*TASK BRIEF*.
Return all the lines below in which the string "read" appears.

*DATA FOR THE TASK*.
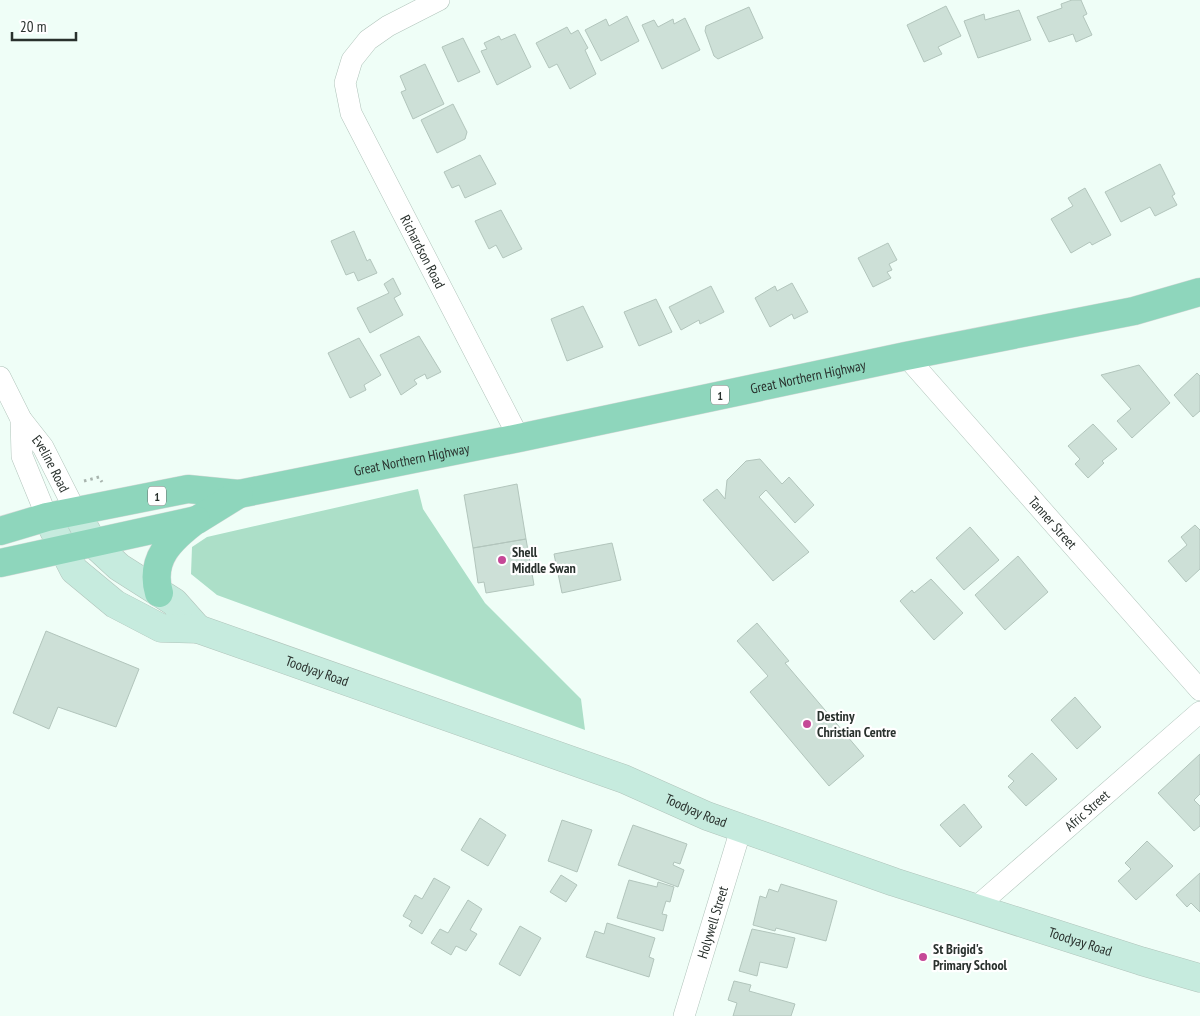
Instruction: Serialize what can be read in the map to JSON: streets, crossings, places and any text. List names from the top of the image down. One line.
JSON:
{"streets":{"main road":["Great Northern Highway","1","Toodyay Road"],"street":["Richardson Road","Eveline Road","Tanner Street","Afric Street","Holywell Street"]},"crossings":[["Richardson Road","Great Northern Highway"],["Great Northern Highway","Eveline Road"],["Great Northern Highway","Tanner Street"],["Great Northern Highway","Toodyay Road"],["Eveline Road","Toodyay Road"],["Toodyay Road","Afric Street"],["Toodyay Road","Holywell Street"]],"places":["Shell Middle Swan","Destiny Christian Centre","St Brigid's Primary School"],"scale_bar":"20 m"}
---
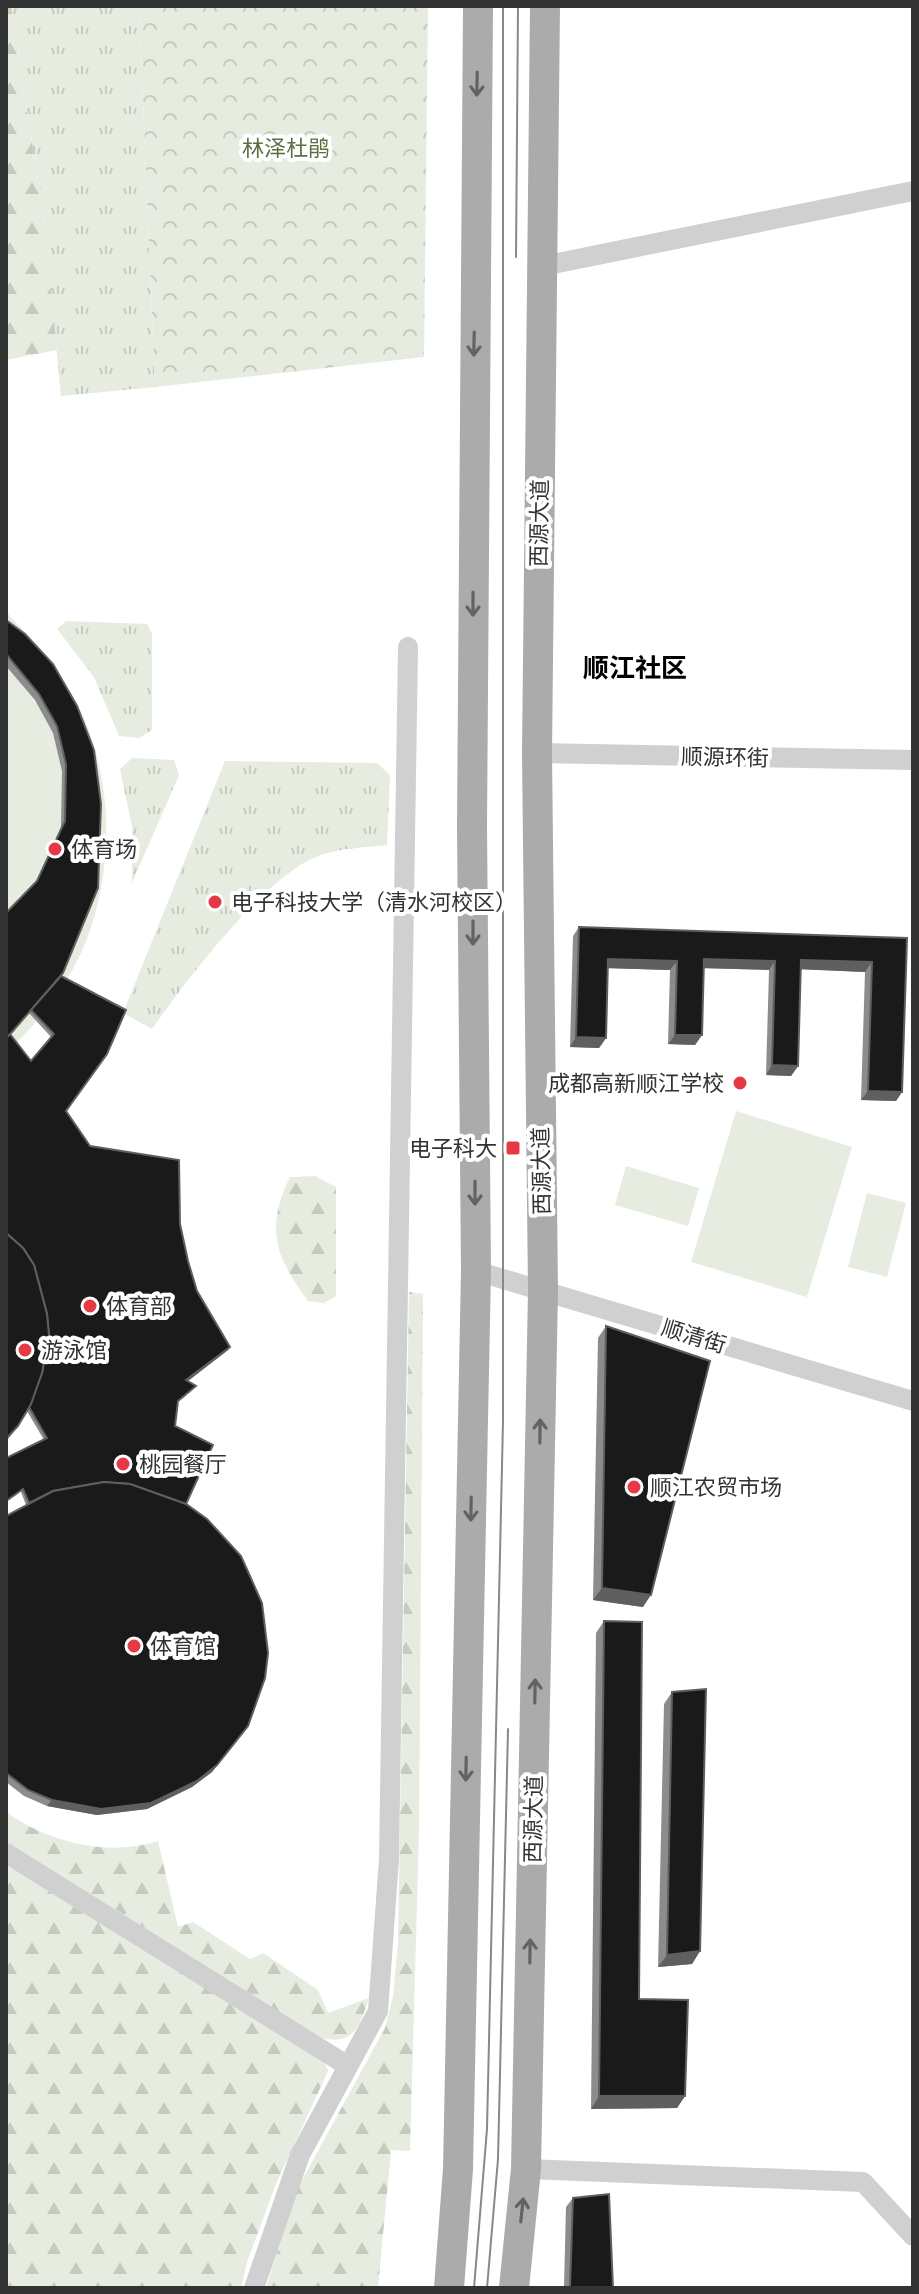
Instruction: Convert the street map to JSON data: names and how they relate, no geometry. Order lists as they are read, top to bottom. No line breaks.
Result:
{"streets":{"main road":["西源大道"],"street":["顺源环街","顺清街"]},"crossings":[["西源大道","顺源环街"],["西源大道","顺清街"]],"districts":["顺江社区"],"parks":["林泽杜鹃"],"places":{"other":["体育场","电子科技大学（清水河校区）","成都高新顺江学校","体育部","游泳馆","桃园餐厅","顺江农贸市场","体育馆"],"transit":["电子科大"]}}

*RESPONSE AREA*.
Instruction: Serialize what can be read in the map to JSON: streets, crossings, places and any text. List names from the top of the image down. One line.
Instruction: Convert the street map to JSON data: names and how they relate, no geometry. Order lists as they are read, top to bottom. No line breaks.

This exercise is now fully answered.